Position Sizing: Optimizing for Better Returns
Knowing how much to invest behind each holding is a critical but under-discussed component of portfolio returns.
“There ain’t only three things to gambling. Knowin’ the 60-40 end of a proposition, money management, and knowin’ yourself.” – Puggy Pearson, poker legend
If you’re an active investor, your objective is to outperform the market. Otherwise, you should index. And that’s not a knock – it’s a valid and respectable option.

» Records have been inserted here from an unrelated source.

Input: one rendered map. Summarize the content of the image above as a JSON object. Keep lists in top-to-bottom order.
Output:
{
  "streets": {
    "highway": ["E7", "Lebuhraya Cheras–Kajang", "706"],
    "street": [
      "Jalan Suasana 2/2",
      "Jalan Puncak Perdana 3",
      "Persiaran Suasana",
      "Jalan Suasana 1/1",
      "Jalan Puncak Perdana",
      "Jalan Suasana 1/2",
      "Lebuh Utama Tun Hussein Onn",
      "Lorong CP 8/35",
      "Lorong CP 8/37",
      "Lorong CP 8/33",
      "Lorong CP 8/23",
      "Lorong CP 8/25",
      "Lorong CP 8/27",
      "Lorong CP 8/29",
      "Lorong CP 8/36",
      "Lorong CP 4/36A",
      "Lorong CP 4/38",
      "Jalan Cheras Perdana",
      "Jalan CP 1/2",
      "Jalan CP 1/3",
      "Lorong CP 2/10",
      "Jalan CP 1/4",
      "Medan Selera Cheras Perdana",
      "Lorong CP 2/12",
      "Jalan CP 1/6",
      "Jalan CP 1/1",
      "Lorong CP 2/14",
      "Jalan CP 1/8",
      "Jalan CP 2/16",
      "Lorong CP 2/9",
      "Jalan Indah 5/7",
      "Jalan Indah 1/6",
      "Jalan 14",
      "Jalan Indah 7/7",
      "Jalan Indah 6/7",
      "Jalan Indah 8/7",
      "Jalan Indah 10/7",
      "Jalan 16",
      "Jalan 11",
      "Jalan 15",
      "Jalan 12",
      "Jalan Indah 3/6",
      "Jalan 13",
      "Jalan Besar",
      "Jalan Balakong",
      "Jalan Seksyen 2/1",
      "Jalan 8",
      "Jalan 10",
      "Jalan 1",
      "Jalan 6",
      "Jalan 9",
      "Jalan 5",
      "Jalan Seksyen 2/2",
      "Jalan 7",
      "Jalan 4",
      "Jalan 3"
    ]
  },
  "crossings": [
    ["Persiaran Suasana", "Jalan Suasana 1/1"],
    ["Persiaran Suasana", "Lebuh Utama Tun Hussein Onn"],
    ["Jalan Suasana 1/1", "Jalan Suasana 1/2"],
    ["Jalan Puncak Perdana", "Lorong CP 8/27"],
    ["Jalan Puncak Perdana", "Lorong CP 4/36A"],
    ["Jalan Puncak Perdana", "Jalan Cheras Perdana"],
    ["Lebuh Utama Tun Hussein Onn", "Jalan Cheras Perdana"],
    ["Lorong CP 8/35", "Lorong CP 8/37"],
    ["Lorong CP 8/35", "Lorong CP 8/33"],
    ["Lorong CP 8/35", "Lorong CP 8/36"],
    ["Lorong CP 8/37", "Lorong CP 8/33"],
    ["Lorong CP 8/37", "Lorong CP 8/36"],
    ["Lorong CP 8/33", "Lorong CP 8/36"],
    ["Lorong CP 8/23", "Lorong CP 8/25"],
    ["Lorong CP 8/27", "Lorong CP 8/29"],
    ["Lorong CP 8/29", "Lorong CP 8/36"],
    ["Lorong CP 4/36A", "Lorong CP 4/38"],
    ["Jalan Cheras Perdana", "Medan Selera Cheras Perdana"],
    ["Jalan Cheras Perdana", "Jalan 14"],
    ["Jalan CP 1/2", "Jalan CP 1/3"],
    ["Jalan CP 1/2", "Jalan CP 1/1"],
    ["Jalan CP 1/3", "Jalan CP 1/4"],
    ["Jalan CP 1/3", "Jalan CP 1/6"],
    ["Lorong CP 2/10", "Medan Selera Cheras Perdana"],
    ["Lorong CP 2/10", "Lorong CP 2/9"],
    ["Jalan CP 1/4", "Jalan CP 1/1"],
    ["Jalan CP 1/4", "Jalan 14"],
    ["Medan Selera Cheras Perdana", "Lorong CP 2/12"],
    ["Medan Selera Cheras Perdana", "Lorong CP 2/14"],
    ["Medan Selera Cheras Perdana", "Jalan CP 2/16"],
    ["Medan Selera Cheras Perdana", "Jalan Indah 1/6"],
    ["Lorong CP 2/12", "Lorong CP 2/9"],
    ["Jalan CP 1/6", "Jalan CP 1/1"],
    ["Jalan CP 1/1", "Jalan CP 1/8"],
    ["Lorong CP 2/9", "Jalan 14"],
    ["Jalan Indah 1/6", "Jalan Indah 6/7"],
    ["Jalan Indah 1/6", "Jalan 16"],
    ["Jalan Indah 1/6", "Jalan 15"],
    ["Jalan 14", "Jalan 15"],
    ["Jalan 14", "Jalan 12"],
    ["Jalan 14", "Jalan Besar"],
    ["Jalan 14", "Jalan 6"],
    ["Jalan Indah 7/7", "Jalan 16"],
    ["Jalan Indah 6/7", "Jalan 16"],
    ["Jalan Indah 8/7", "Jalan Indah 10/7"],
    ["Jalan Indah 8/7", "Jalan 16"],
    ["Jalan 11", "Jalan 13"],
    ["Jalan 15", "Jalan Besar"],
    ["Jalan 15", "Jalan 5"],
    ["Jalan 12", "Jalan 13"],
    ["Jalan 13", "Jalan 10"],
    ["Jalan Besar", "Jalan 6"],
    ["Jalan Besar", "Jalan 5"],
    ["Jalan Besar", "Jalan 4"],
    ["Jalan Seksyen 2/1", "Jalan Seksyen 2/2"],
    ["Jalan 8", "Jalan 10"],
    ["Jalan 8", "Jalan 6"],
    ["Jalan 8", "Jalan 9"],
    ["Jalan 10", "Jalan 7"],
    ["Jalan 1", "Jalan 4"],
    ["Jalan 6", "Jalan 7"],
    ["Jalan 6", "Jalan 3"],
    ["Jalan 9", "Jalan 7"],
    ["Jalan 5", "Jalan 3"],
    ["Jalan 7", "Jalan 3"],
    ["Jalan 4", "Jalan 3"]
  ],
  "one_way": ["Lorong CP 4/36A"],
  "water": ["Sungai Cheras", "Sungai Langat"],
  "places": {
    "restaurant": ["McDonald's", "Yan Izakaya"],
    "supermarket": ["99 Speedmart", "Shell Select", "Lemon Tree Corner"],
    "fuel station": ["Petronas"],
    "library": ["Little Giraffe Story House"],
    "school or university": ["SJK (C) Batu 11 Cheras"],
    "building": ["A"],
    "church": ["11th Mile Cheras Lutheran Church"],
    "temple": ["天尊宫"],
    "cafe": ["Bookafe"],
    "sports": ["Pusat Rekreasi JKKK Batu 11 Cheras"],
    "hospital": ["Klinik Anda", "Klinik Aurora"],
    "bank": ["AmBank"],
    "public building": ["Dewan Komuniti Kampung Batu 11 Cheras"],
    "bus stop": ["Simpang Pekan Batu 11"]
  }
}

Assuming you’re still with me, stock selection and position sizing are the two key drivers of your portfolio returns.
One of the ways investors can become overconfident is by having some success with stock selection and mistakenly thinking that it means they will be good at running a portfolio.
To be sure, good stock selection is a prerequisite for successful portfolio management. You can’t turn a group of underperforming stocks into an outperforming portfolio. That said, decent stock selection and poor position sizing can produce sub-par performance.
Consider two 10-stock portfolios. In both situations, 70% of the picks were “winners” in that they generated positive returns, but the portfolio returns were vastly different because of position sizing.
An equal weight would have produced a 6.2% return in the above scenario. How you position size can indeed augment or diminish portfolio-level returns.
One way to visualize position sizing is playing multiple poker games at once (representing individual positions) and having 100 chips (representing 100% of the portfolio) to allocate across those hands. What’s the best way to do that?
Some investors look to the Kelly Criterion to answer this question. The Kelly Criterion was initially applied to gambling by betters who wanted to understand optimal bet sizes given specific odds. If this were a giant poker game, you could use Kelly to figure out how the chips should be distributed based on the expected value of each hand.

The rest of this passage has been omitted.